Gli Scontati: Lorenzo Kruger e Giacomo Toni @ Catania – live report

Gli Scontati Salumeria della Musica (34 di 35)Gli Scontati, la coppia più bella del mondo, è un duo formato da Lorenzo Kruger e Giacomo Toni. Il progetto è nato come omaggio al talento di Paolo Conte, reinterpretato in chiave assolutamente originale, che si è sviluppano al punto di arrivare a sfornare un album di inediti tratto da alcune bozze, che leggenda narra siano appartenute al compositore e che sono sfociate in un album dal titolo “Studi Interrotti”.

di Egle Taccia

Quanto di questo sia leggenda o no non lo sapremo mai, sicuramente l’album è di forte ispirazione contiana e può considerarsi un lavoro che da side project, si sta trasformando sempre più in esperimento di gran successo.

Si sono esibiti al Teatro Machiavelli di Catania, luogo che non conoscevo e che ho scoperto essere un teatro ottocentesco rimesso a nuovo, che spesso in passato ha ospitato spettacoli di marionette, i famosi pupi siciliani per intenderci.

Il palco vuoto, in attesa del duo, ci attende con un pianoforte, dei cubi, una borsa ed un bicchiere…ricorda un po’ quegli scenari da film ambientati nei fumosi club degli anni ’20.

Una volta saliti sul palco questa atmosfera prende piede sempre più. Toni al pianoforte è fortissimo, Kruger con la sua voce inconfondibile è capace di far suonare qualsiasi cosa. La caratteristica di questo live è che gli oggetti si trasformano spesso in strumenti e così abbiamo potuto osservare bicchieri d’acqua, scarpe, cubi che suonavano, ma soprattutto un pianoforte che è stato letteralmente malmenato per tutta la serata. Se vi capita di andare ad ascoltarli e vedete dei segni strani sul piano, capirete ben presto che sono le cicatrici delle loro pedate.

Quello de Gli Scontati non è un semplice concerto, è uno spettacolo che dura più di due ore, dove teatralità, fantasia, musica, canzoni del maestro Conte e inediti del duo, si alternano in un susseguirsi perfetto.

Anche i problemi possono diventare parte dello spettacolo. Un microfono che si “ammosciava”, ad esempio, ha fatto improvvisare un bel siparietto, con Kruger che chiedeva un cacciavite o un coltellino svizzero o un’unghia ben affilata, sottolineando come un microfono che si ammoscia non andasse assolutamente bene per lui. Poi un fastidioso ronzio delle casse, si è trasformato nel fantasma ronzino, che abita il posto da anni…

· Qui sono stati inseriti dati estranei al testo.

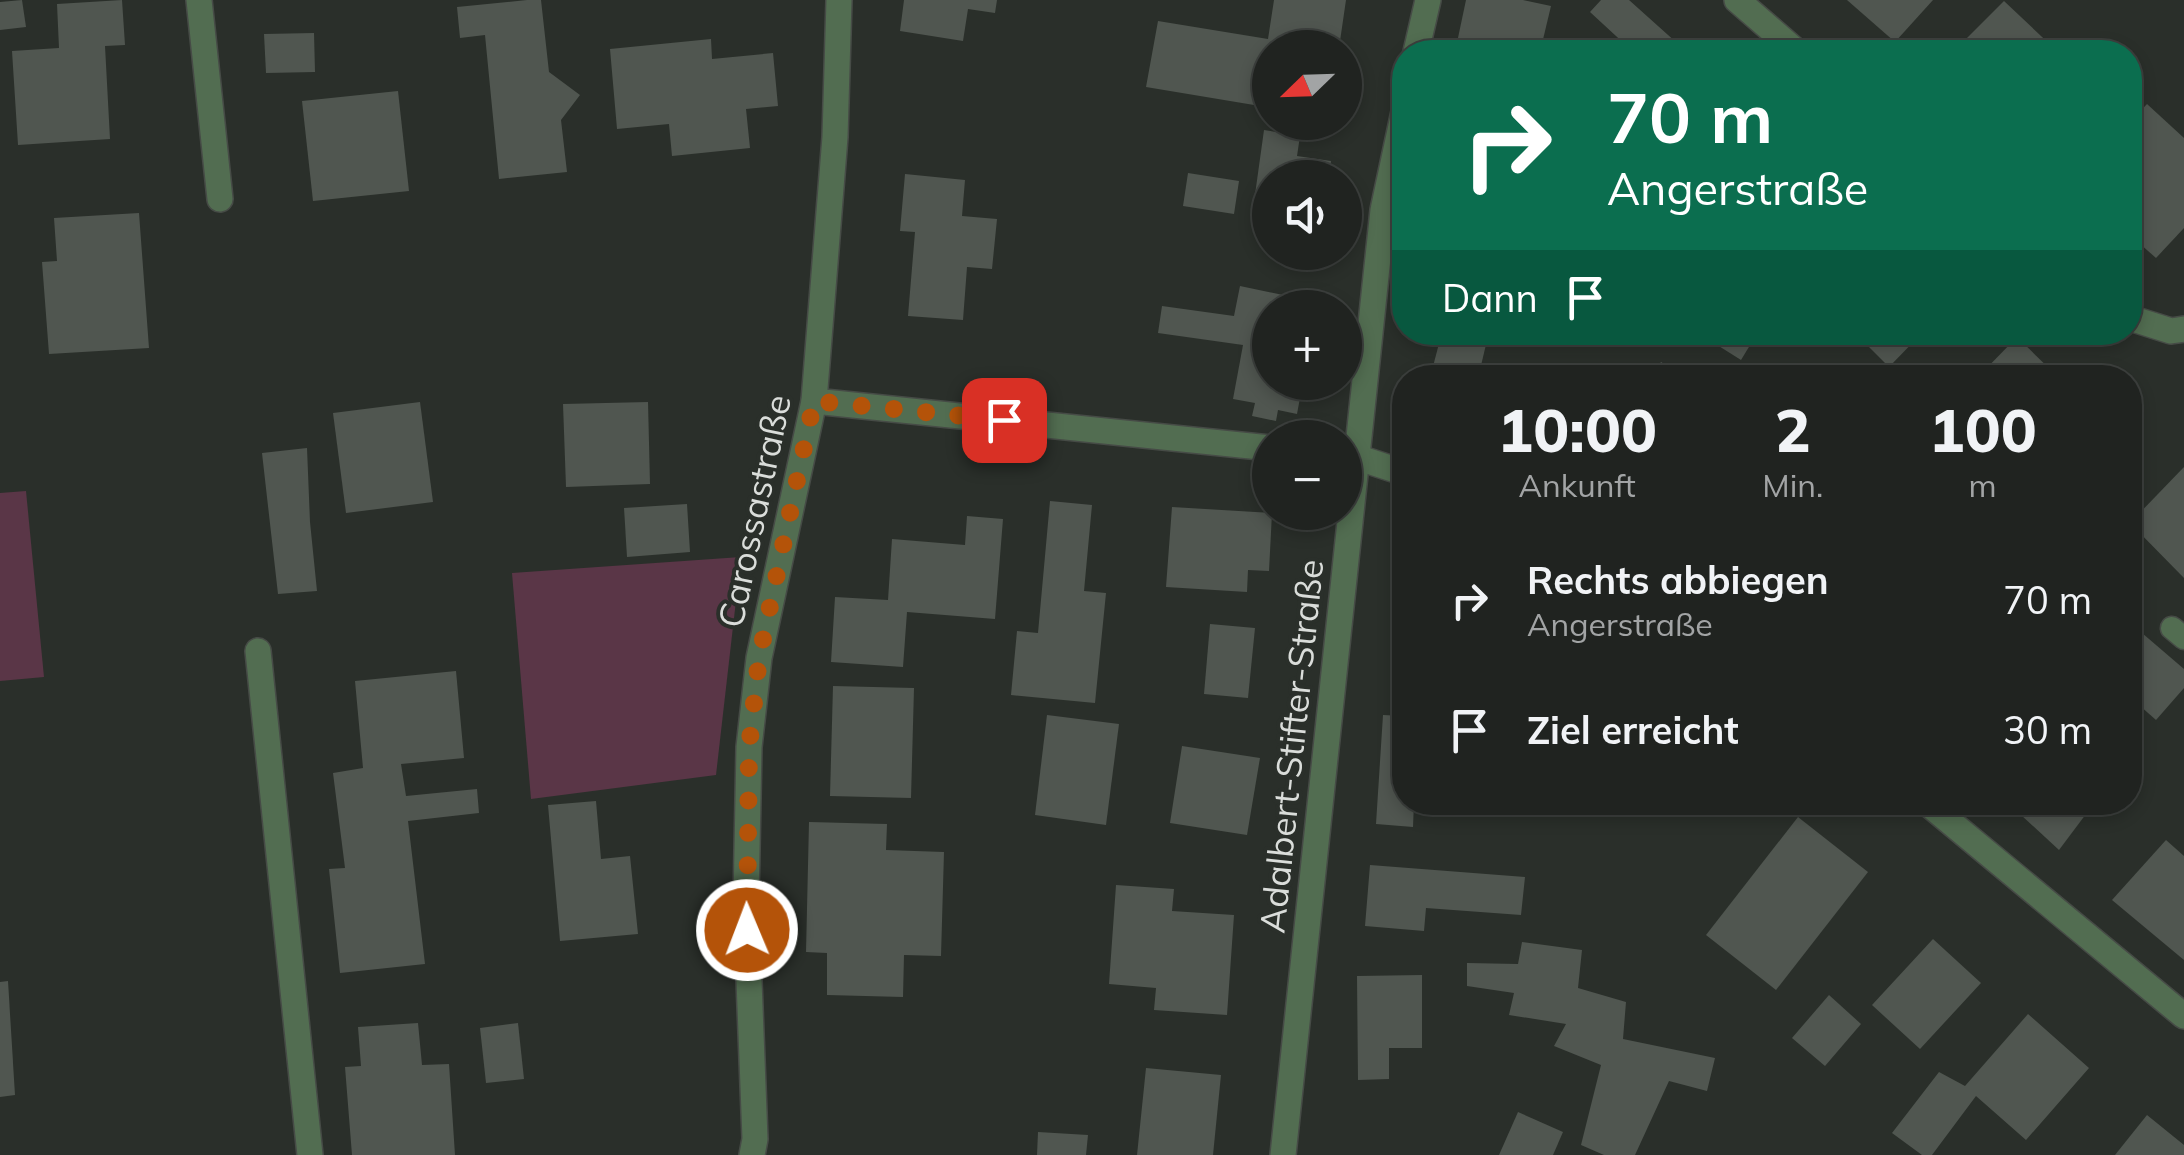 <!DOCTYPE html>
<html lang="de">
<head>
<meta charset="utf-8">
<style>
  :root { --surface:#202320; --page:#282b29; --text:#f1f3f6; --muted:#a2a4a5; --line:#3d403e }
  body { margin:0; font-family:Mulish,sans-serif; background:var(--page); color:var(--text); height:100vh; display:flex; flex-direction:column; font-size:38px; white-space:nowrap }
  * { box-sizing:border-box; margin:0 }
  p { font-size:32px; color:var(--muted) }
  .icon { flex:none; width:55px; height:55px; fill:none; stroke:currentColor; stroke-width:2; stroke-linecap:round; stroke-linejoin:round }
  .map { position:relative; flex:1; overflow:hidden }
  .details { position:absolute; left:1392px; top:365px; width:750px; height:450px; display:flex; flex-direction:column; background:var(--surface); border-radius:40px; box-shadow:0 5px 15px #0003,0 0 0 2px var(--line) }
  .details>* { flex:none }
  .hud { position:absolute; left:1392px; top:40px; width:750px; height:305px; border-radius:40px; box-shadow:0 5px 15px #0003,0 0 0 2px var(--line); background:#0b6e4f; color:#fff; overflow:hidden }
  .needle { width:65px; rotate:247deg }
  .fabs { position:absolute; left:1252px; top:30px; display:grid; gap:20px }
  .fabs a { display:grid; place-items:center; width:110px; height:110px; border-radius:50%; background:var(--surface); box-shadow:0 5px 15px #0003,0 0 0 2px var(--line); font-size:50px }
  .pin { position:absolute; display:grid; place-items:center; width:85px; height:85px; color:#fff; margin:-42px; border-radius:20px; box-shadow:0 5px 15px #0006 }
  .me { position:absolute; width:110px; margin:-55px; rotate:359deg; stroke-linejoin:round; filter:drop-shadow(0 0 8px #0008) }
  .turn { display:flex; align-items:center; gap:35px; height:210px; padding:0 50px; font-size:45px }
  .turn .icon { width:130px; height:130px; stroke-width:2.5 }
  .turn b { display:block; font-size:70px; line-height:85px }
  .then { display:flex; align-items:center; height:95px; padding:0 50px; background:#0003; gap:20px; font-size:38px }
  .eta { display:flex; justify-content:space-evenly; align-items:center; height:170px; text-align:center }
  .eta b { font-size:60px; font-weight:800; line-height:70px }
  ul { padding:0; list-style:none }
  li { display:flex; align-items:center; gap:30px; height:130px; padding:0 50px }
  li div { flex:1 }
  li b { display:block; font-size:38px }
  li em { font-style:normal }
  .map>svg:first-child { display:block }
  .green { fill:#5a3647 }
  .building { fill:#505650 }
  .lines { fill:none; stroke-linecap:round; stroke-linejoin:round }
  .lane-casing { stroke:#464b46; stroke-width:25 }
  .street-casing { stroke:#464b46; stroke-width:28 }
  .lane { stroke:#526d51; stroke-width:22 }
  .street { stroke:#526d51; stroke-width:25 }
  .route { stroke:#b45309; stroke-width:18; stroke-dasharray:0 32.4 }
  .labels { text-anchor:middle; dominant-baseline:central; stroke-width:8; stroke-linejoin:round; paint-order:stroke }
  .street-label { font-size:35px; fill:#daddda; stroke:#2a2f2a }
</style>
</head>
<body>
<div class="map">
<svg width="2184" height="1155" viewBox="0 0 2184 1155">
  <rect width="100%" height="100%" fill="#2a2f2a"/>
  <!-- green -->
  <g class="green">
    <polygon points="26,491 44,677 0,681 0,493"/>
    <polygon points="741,557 716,775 531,799 512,573"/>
  </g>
  <!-- building -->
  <g class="building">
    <polygon points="22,0 26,27 0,30 0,2"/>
    <polygon points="122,0 125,45 105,46 110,139 18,145 12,51 59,48 57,4"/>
    <polygon points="527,0 541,0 549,72 580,95 561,120 567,172 499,179 485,35 460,38 457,7"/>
    <polygon points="904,0 997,0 995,13 968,9 963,41 900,31"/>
    <polygon points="1274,0 1346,0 1339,48 1270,48 1270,62 1268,61 1260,106 1146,87 1158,21 1268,39"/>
    <polygon points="1466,0 1523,0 1551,6 1540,52 1455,52"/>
    <polygon points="1601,0 1629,0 1687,52 1625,52 1629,48 1590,12"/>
    <polygon points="1847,0 1933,0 1895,42"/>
    <polygon points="2004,1 2058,52 1953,52"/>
    <polygon points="314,33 315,72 266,73 264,34"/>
    <polygon points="711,39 712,59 773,53 778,106 746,109 750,148 672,156 669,124 617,129 610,49"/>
    <polygon points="398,91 409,191 313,201 302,101"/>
    <polygon points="2147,104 2184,138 2184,228 2156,258 2130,235 2130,122"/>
    <polygon points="1264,130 1300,136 1297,156 1331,161 1329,178 1270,178 1270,212 1253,209"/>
    <polygon points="1188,173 1239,181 1234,214 1183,206"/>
    <polygon points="905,174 965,180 962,216 997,219 992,269 967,267 963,320 908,316 915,232 900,231"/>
    <polygon points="139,213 149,348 49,354 42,262 57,261 54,218"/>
    <polygon points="1240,286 1283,295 1281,308 1270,308 1270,382 1303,382 1297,414 1278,410 1276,421 1252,416 1255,403 1233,399 1243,345 1158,333 1162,306 1234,316"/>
    <polygon points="1442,332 1489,332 1478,378 1430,378"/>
    <polygon points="1721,332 1758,332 1741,360 1714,343"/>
    <polygon points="1854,332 1923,332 1889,367"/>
    <polygon points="2017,337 2059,378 1977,378"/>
    <polygon points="1661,362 1686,378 1651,378"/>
    <polygon points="420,402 433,502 346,513 333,413"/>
    <polygon points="648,402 650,484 566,487 563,404"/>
    <polygon points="307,448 310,522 317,591 278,594 262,453"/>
    <polygon points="2184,467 2184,578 2130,523"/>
    <polygon points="1050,501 1092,505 1084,591 1106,593 1095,703 1011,695 1017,631 1038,633"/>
    <polygon points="687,504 690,552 627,557 624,508"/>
    <polygon points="1172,507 1272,513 1269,571 1248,570 1247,592 1166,587"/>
    <polygon points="967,516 1003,519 995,619 907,612 903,667 831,662 835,597 888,600 892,539 965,545"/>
    <polygon points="1210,624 1255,628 1248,698 1204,694"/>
    <polygon points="2135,627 2184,669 2184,688 2156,720 2130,697 2130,633"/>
    <polygon points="456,671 464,758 401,764 406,796 477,789 479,813 408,821 425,964 340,973 329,869 345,868 333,773 363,768 355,681"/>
    <polygon points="833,686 914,688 911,798 830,796"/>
    <polygon points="1047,715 1119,724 1106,825 1035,815"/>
    <polygon points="1383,715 1405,716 1405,802 1414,802 1413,827 1376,824"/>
    <polygon points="1182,746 1260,758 1247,835 1170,823"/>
    <polygon points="596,801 601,859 630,856 638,934 560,941 548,805"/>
    <polygon points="2007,802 2095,802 2059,850"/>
    <polygon points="1798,817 1868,872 1776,990 1706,935"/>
    <polygon points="809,822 887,824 886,850 944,852 941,956 904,955 903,997 827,995 827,953 806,952"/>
    <polygon points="2166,840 2184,856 2184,960 2112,900"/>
    <polygon points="1370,865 1525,877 1521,915 1426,908 1424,931 1365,926"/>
    <polygon points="1116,885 1174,889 1172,911 1234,915 1227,1015 1154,1010 1156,988 1109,984"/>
    <polygon points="1933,939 1981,983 1920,1049 1872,1005"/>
    <polygon points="1522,942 1582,950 1578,988 1626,1002 1623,1039 1715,1058 1707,1091 1669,1081 1635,1155 1604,1155 1581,1145 1601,1065 1554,1046 1566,1024 1509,1015 1514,993 1467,986 1467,963 1518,964"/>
    <polygon points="1422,975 1422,1048 1389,1048 1389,1079 1358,1080 1357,976"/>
    <polygon points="8,981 15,1095 0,1097 0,982"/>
    <polygon points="1829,995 1861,1024 1825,1066 1792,1038"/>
    <polygon points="2028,1014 2089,1068 2026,1140 1976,1096 1932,1155 1922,1155 1892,1133 1939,1072 1965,1086"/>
    <polygon points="418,1023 422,1065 449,1064 455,1155 352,1155 345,1067 361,1066 358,1027"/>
    <polygon points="518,1023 524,1079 486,1083 480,1028"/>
    <polygon points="1146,1068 1221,1075 1213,1155 1137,1155"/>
    <polygon points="1518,1112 1563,1132 1553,1155 1499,1155"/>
    <polygon points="2147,1115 2184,1145 2184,1155 2115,1155"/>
    <polygon points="1038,1132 1088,1135 1086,1155 1037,1155"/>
  </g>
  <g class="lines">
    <!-- lane casing -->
    <g class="lane-casing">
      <polyline id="lane" points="2172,628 2184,638"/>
    </g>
    <!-- street casing -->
    <g class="street-casing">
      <g id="street">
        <polyline points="199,0 220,199"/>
        <polyline points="1737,0 1797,52"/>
        <polyline points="1416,52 1428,0"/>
        <polyline points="2130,318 2171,331 2184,329"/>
        <polyline points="814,401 1270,448"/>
        <polyline points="1345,456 1356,457 1405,473"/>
        <polyline points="258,651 310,1155"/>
        <polyline points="1926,802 2184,1016"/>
        <polyline points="752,1155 755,1139 746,901 749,747 759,658 814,401 835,137 839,0"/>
        <polyline points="1283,1155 1383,210 1405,107"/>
      </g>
    </g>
    <!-- lane -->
    <use href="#lane" class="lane"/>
    <!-- street -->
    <use href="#street" class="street"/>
  </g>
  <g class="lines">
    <!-- route -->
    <polyline class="route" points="747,930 749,748 759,658 814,401 1004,420"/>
  </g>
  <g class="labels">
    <!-- street labels -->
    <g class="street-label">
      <text transform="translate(754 511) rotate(-78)">Carossastraße</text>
      <text transform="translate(1291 746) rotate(-84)">Adalbert-Stifter-Straße</text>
    </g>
  </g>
</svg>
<div class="fabs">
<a><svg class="needle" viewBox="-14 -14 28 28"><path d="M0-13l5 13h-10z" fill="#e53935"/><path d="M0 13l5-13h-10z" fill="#a2a4a5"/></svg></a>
<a><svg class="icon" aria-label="sound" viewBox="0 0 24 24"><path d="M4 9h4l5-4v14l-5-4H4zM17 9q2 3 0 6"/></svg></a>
<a>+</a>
<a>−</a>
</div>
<div class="pin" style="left:1004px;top:420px;background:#d93025"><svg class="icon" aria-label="arrive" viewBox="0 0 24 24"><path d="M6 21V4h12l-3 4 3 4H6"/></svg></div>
<svg class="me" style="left:747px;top:930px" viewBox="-20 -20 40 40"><circle r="17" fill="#b45309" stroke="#fff" stroke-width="3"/><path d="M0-11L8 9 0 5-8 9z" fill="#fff"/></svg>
<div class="hud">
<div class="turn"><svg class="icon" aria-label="right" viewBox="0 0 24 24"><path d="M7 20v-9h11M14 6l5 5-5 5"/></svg><div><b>70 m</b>Angerstraße</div></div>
<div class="then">Dann<svg class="icon" aria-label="arrive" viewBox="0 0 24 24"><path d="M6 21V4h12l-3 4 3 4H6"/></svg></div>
</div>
<section class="details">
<div class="eta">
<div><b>10:00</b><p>Ankunft</p></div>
<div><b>2</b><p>Min.</p></div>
<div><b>100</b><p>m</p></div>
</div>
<ul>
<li><svg class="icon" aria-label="right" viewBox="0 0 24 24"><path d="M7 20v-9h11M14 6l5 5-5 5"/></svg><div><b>Rechts abbiegen</b><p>Angerstraße</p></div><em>70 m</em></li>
<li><svg class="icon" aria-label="arrive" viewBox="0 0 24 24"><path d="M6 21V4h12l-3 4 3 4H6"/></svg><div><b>Ziel erreicht</b></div><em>30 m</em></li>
</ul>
</section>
</div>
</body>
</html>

Ci raccontano anche qualche aneddoto sulla loro trasferta siciliana, del sole di San Leone e dell’abbronzatura di Toni.

Eseguono “Bartali” per farci svegliare, anche se noi eravamo super attenti a ciò che i due combinavano sul palco, per poi introdurci “Onda su onda”, definendolo come un brano per chi è stato lasciato e facendo notare come a Kruger non fosse mai capitata una cosa simile, mentre per Toni era quasi una consuetudine. Bello il messaggio secondo cui chi è stato lasciato può anche trarre dalla cosa un’opportunità! Il brano termina con Kruger che rema con l’asta del microfono.

Bellissimi gli inediti proposti durante la serata, primo tra tutti “La maestra di ballo”, un lento meraviglioso che dal vivo acquista una teatralità inaspettata.

Non sono solo i loro studi ad essere interrotti, ma anche le canzoni eseguite spesso si interrompono in simpatici siparietti, per poi riprendere.

“Azzurro” la cantiamo noi in coro, mentre Kruger passeggia tra il pubblico, poi il momento pausa pre bis li vede nascondersi, uno dentro il povero piano martoriato e l’altro sotto un cubo, mentre noi pretendiamo a gran voce l’esecuzione di altri brani.

Kruger canta illuminato dalla luce di un cellulare, suona in un bicchiere e canta dentro ad un cubo, mentre l’ironia di Toni lo incalza spesso con battute esilaranti. Poi la minaccia: “Abbiamo deciso che eseguiremo tutti i pezzi del repertorio e non vi faremo uscire più”. A dire il vero a noi la cosa sarebbe andata anche bene!

Peccato che le cose belle finiscono, ma il ricordo di questo spettacolo ci accompagnerà a lungo.